Data for review:

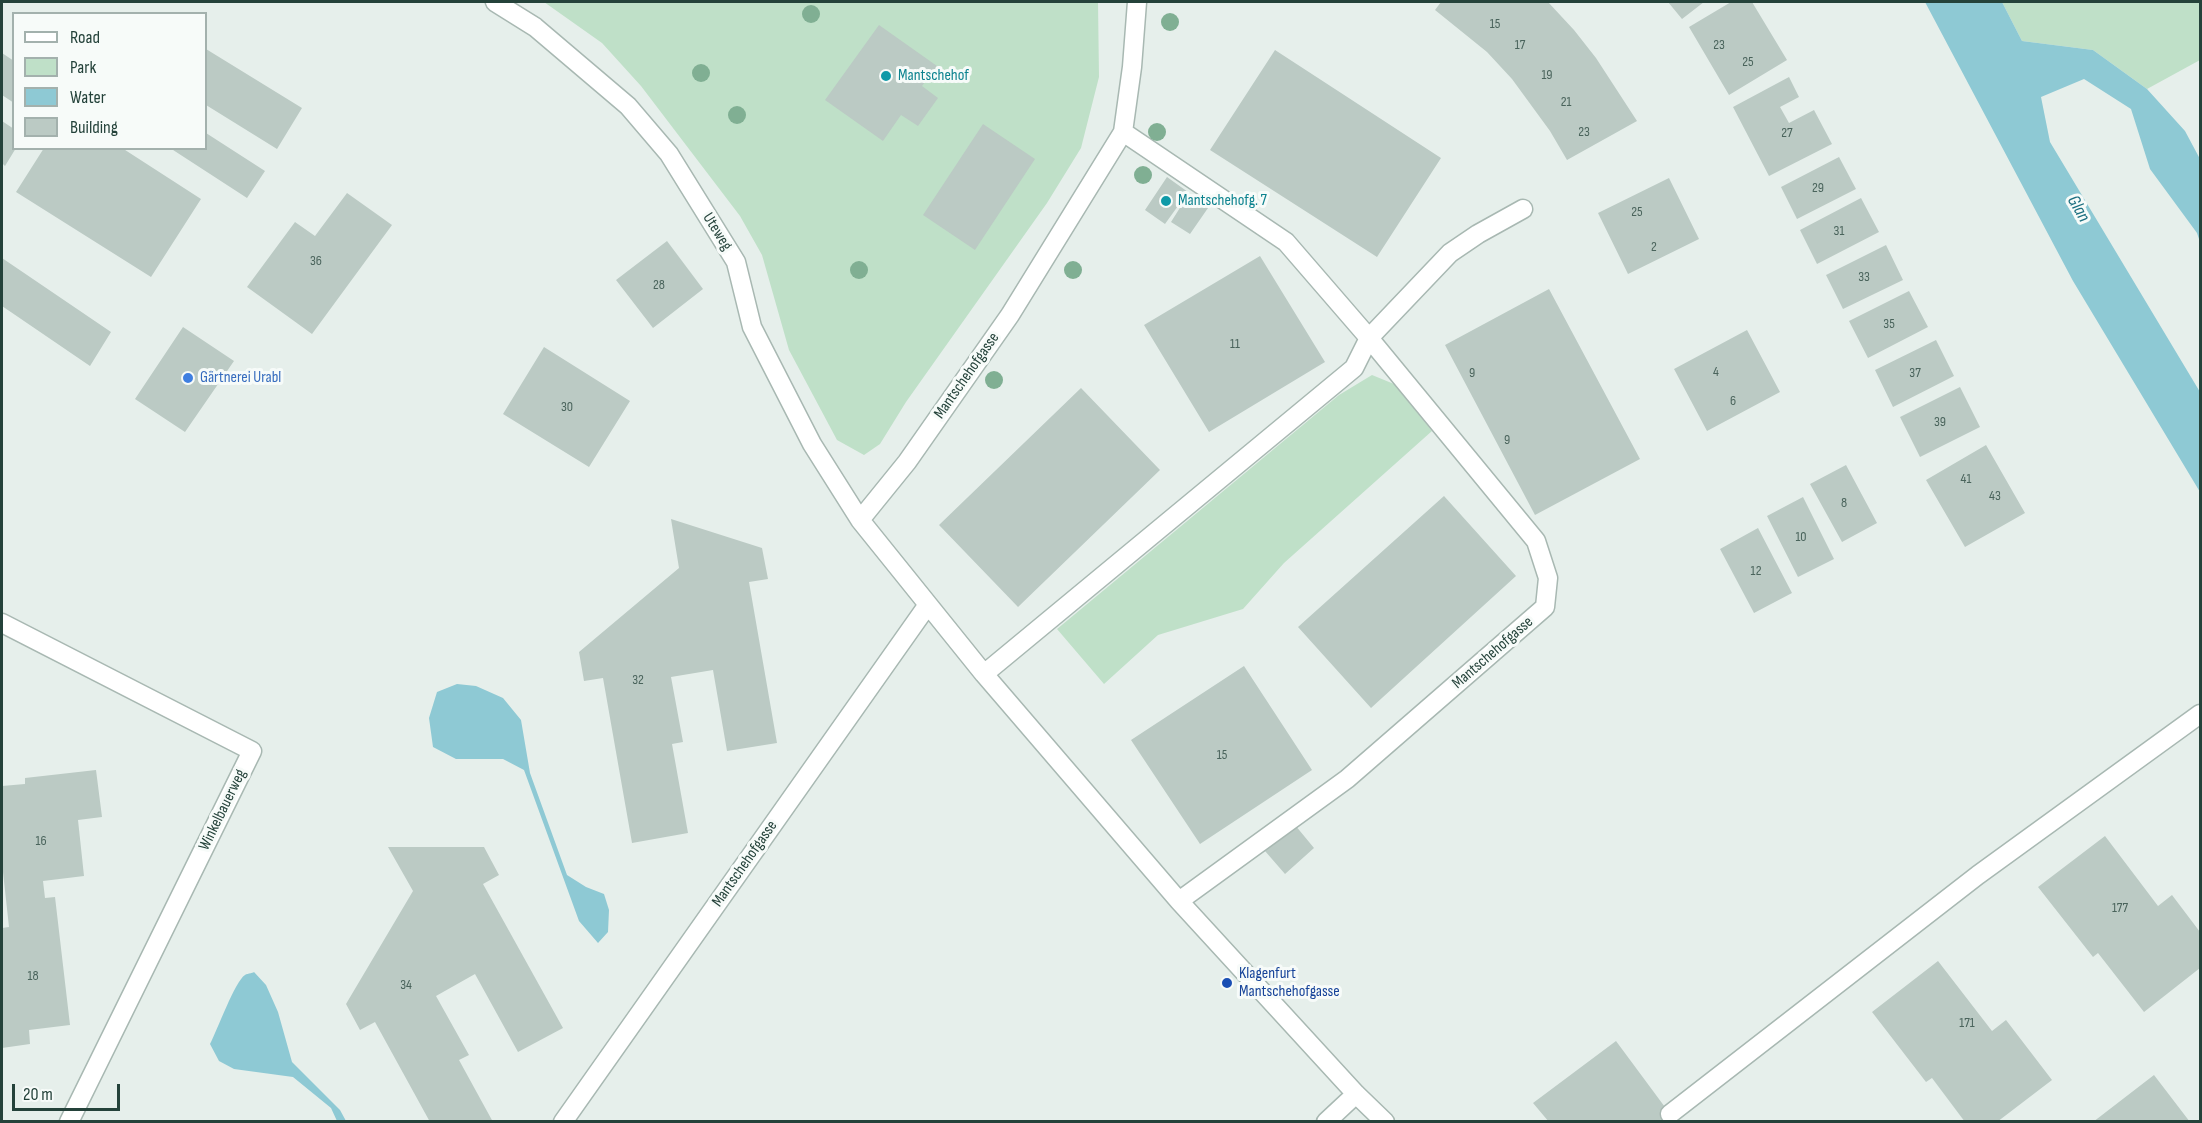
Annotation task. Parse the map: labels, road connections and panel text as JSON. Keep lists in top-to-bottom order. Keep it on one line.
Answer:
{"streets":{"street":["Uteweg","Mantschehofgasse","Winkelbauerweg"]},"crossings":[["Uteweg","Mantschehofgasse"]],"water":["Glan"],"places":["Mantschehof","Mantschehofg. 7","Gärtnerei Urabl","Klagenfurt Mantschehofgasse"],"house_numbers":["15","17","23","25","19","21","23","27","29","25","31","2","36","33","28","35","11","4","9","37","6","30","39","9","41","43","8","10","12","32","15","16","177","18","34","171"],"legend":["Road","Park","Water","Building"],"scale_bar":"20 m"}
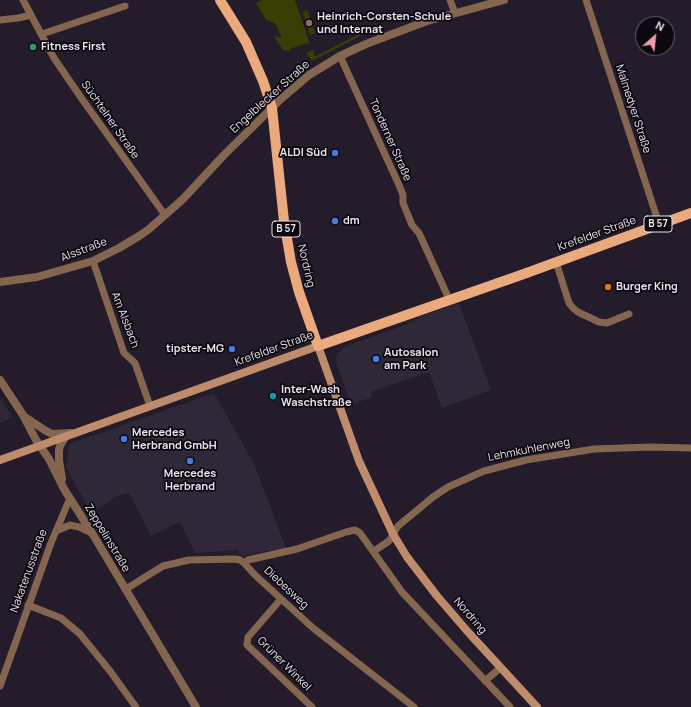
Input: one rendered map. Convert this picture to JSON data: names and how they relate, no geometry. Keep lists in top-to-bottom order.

...

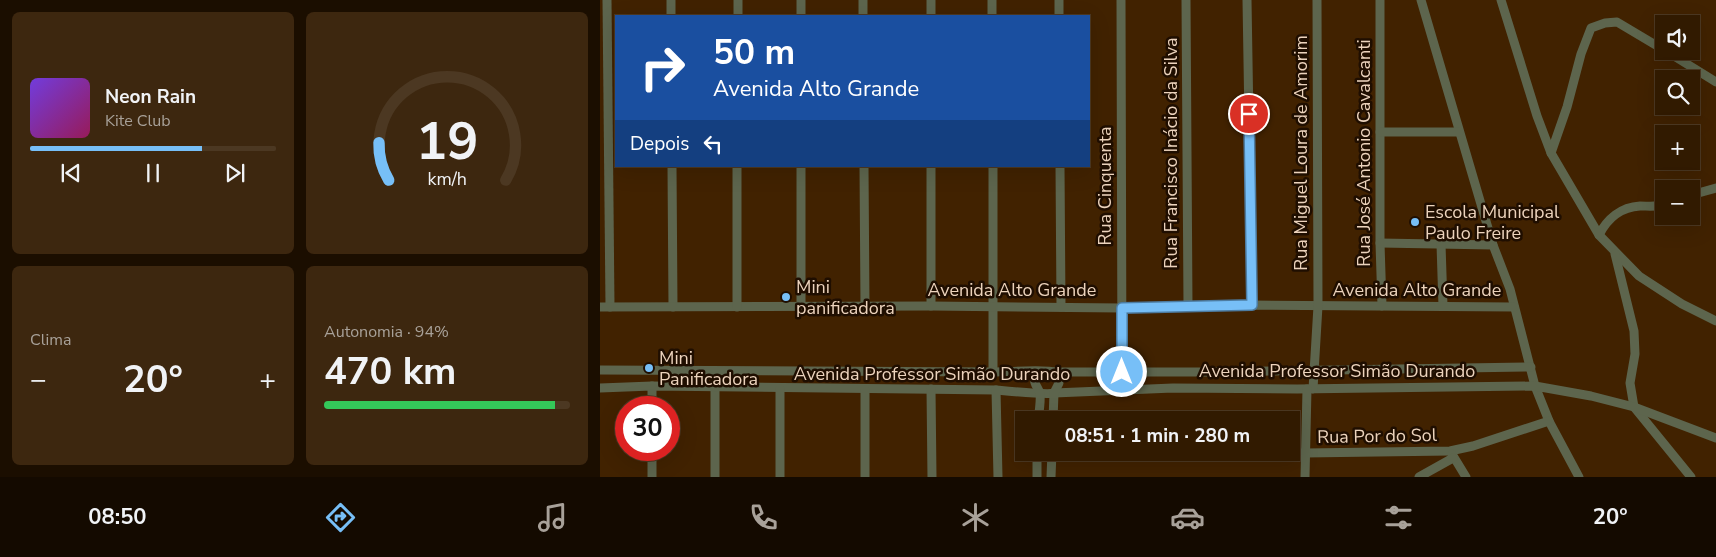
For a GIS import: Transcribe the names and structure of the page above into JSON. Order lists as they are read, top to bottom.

Work instructions:
Each line with "bottom" in it must be identified and copied from the material.

Your response:
Annotation task. Parse the map: labels, road connections and panel text as JSON. Keep lists in top-to-bottom order. Keep it on one line.
Input: one rendered map. Convert this picture to JSON data: names and how they relate, no geometry. Keep lists in top-to-bottom order.
For a GIS import: Transcribe the names and structure of the page above into JSON. Order lists as they are read, top to bottom.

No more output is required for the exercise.